En effet, comme toutes techniques, les outils du marketing ne sont pas neutres. Certes, ils ne sont ni positifs ni négatifs (une publicité peut vanter les mérites du tabac ou inciter à arrêter de fumer), mais ils ne sont pas neutres. Pour deux raisons. D'une part, comme le rappelle Jacques Ellul (1988), toute technique est ambivalente : elle est à la fois positive et négative, elle présente des qualités mais aussi des défauts. Avant d'utiliser une technique de communication, il faut donc penser, à la fois, ses avantages et inconvénients (faire une mailing list pour débattre en dehors des réunions, c'est exclure des débats ceux qui ont des difficultés avec l'informatique, soit 25 % des Français).
Mais surtout, elle n'est pas neutre ; si un marteau peut servir à de nombreux autres usages qu'enfoncer un clou (briser une vitre, maintenir une feuille volante, etc.), il ne peut absolument pas servir à scier un chêne. Pire, si l'on s'obstine à scier un chêne avec un marteau, on risque fort de se luxer l'épaule ! C'est le cas des IS qui veulent changer le monde (sortir d'une société de marché) à l'aide d'une technique, le marketing, créée pour le maintenir (résorber la crise de surproduction).
C'est également le cas lorsque les IS cherchent à informer les citoyens en multipliant les courriers individualisés, les lettres électroniques ou les courriels aux donateurs. Dans une société sursaturée d'informations, les informations des IS ne font plus sens. Pire, d'une part, elles contribuent à l'acratie (sentiment qu'il faudrait changer le monde, mais impuissance à le faire) et, d'autre part, augmentent la servitude numérique (Poitevin, 2020) en utilisant trop souvent les moyens de diffusion des GAFAM. On ne renforce pas l'autonomie des citoyens avec des algorithmes prévus pour créer plus de dépendances !

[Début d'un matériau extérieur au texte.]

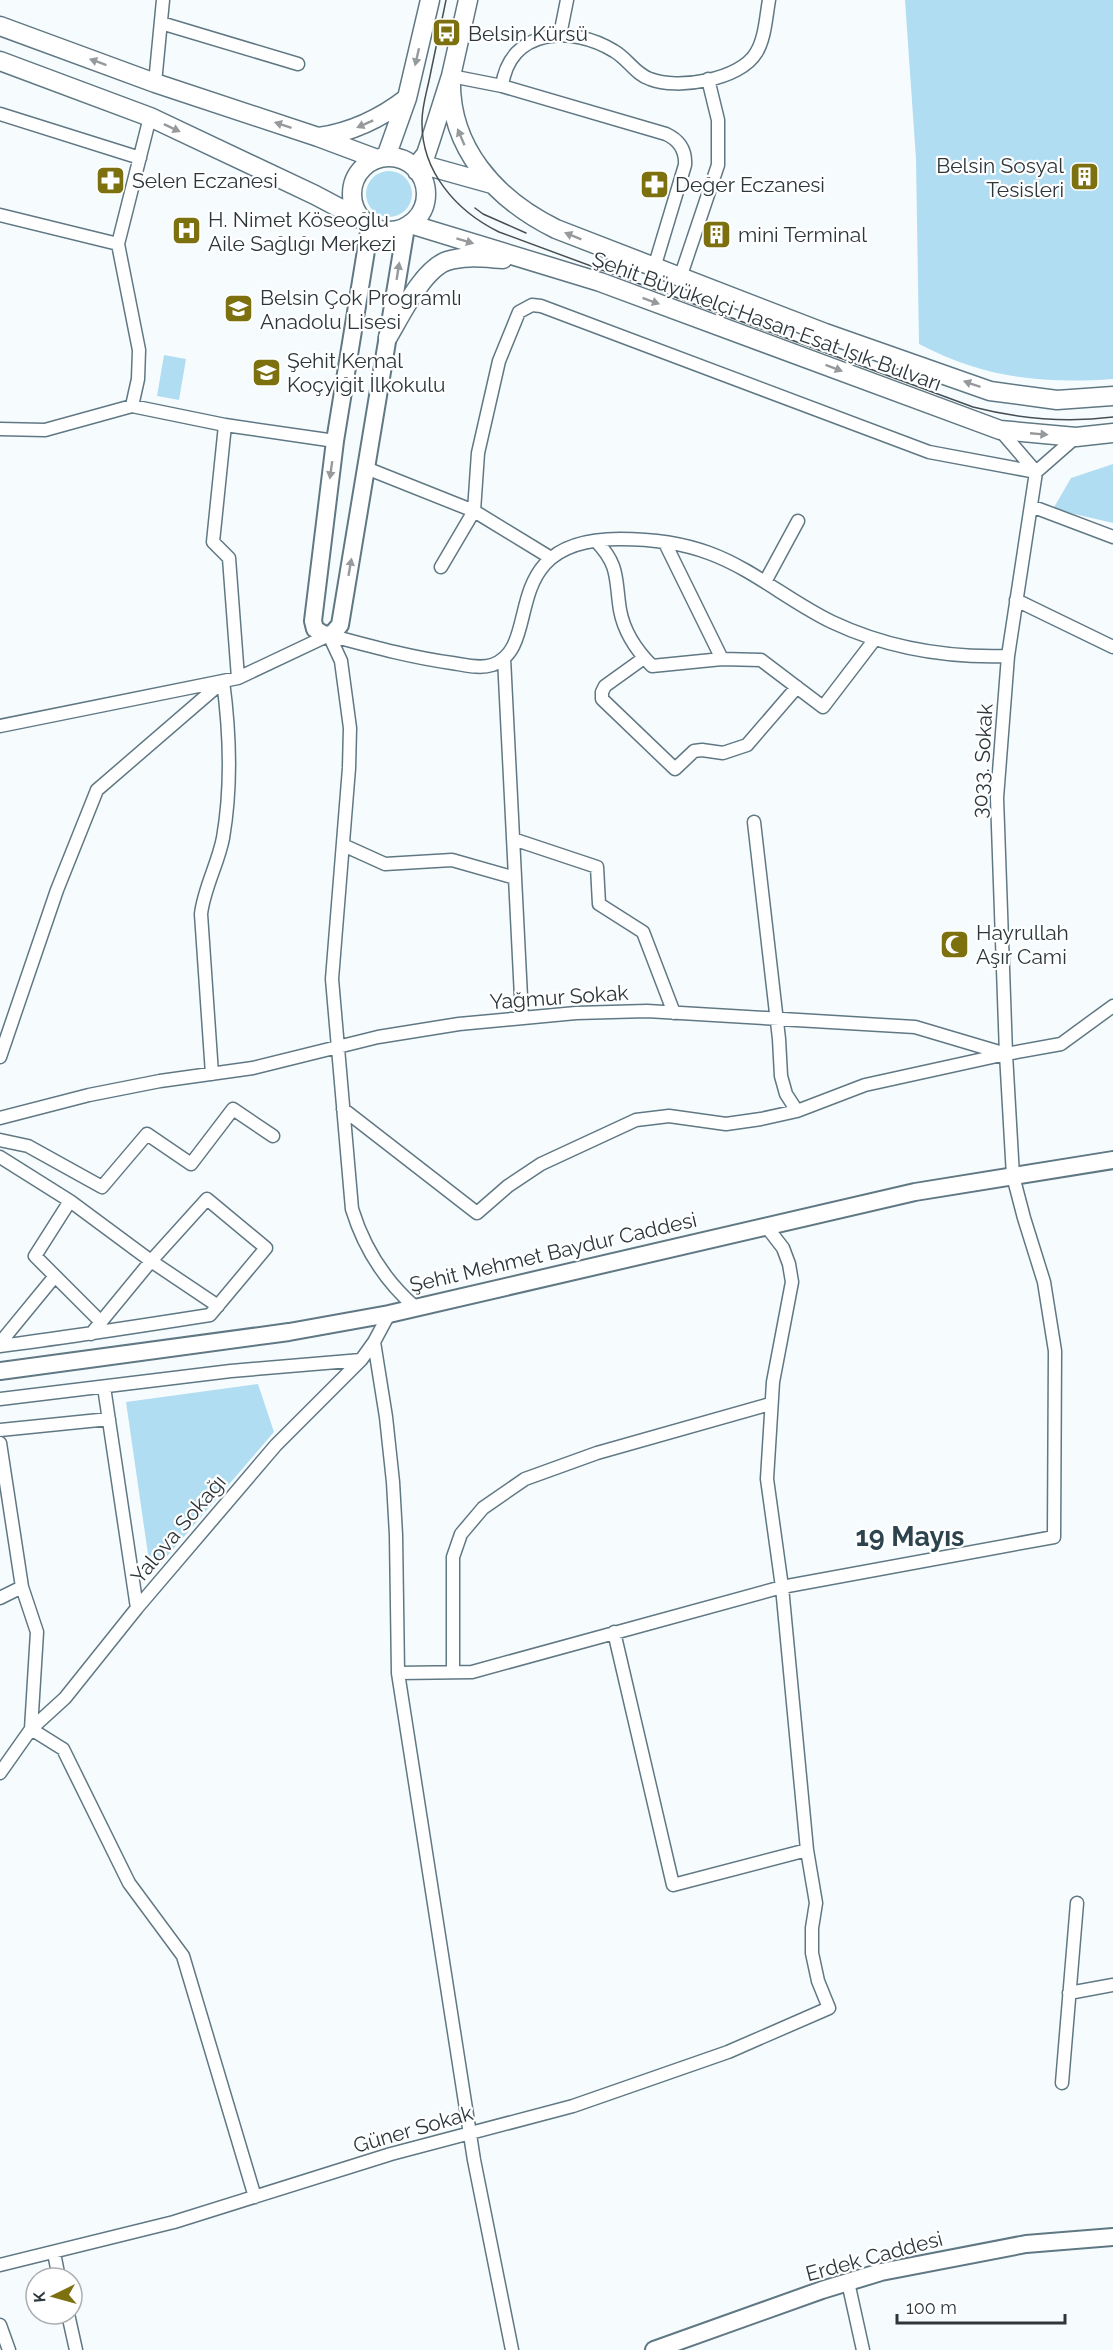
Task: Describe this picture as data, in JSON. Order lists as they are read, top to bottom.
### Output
{
  "streets": {
    "main road": ["Şehit Büyükelçi Hasan Esat Işık Bulvarı"],
    "street": [
      "3033. Sokak",
      "Yağmur Sokak",
      "Şehit Mehmet Baydur Caddesi",
      "Yalova Sokağı",
      "Güner Sokak",
      "Erdek Caddesi"
    ]
  },
  "crossings": [
    ["3033. Sokak", "Yağmur Sokak"],
    ["3033. Sokak", "Şehit Mehmet Baydur Caddesi"],
    ["Şehit Mehmet Baydur Caddesi", "Yalova Sokağı"]
  ],
  "districts": ["19 Mayıs"],
  "places": {
    "bus stop": ["Belsin Kürsü"],
    "building": ["Belsin Sosyal Tesisleri", "mini Terminal"],
    "pharmacy": ["Selen Eczanesi", "Değer Eczanesi"],
    "hospital": ["H. Nimet Köseoğlu Aile Sağlığı Merkezi"],
    "school or university": ["Belsin Çok Programlı Anadolu Lisesi", "Şehit Kemal Koçyiğit İlkokulu"],
    "mosque": ["Hayrullah Aşır Cami"]
  },
  "scale_bar": "100 m",
  "north": "left"
}
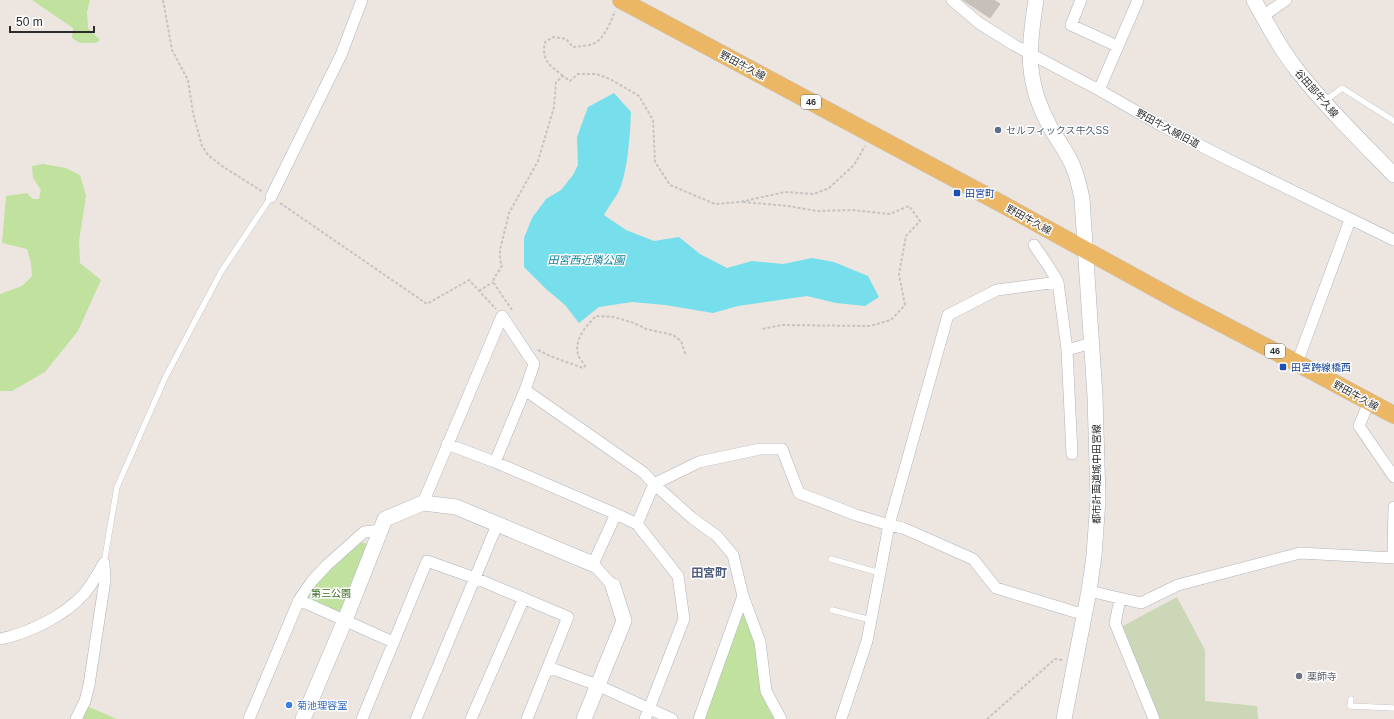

Enfin, dernière contradiction entre fins et moyens, les IS cherchent à établir une communication avec les citoyens, c'est-à-dire à construire une relation qui réclame du temps (pour comprendre ce que l'autre a compris de manière différente de nous) et de la distance (trouver l'autre en soi-même et le même en l'autre pour trouver l'équilibre entre humanité partagée et altérité respectée), avec des outils de connexion numérique qui, pourtant, sont faits pour abolir le temps et la distance.
La communication politique n'est ni persuasion, ni information, ni connexion, mais une invitation à l'autonomie (appel à la libre interprétation du récepteur). Cette invitation est un moyen de lutter contre l'invisibilité partielle des IS. Elle permet, en effet, de proposer des pistes concrètes à expérimenter (au moyen de la recherche-action), pour, d'une part, faire évoluer la communication interne des IS et, d'autre part, permettre de renouveler la communication externe des IS dans l'espace public.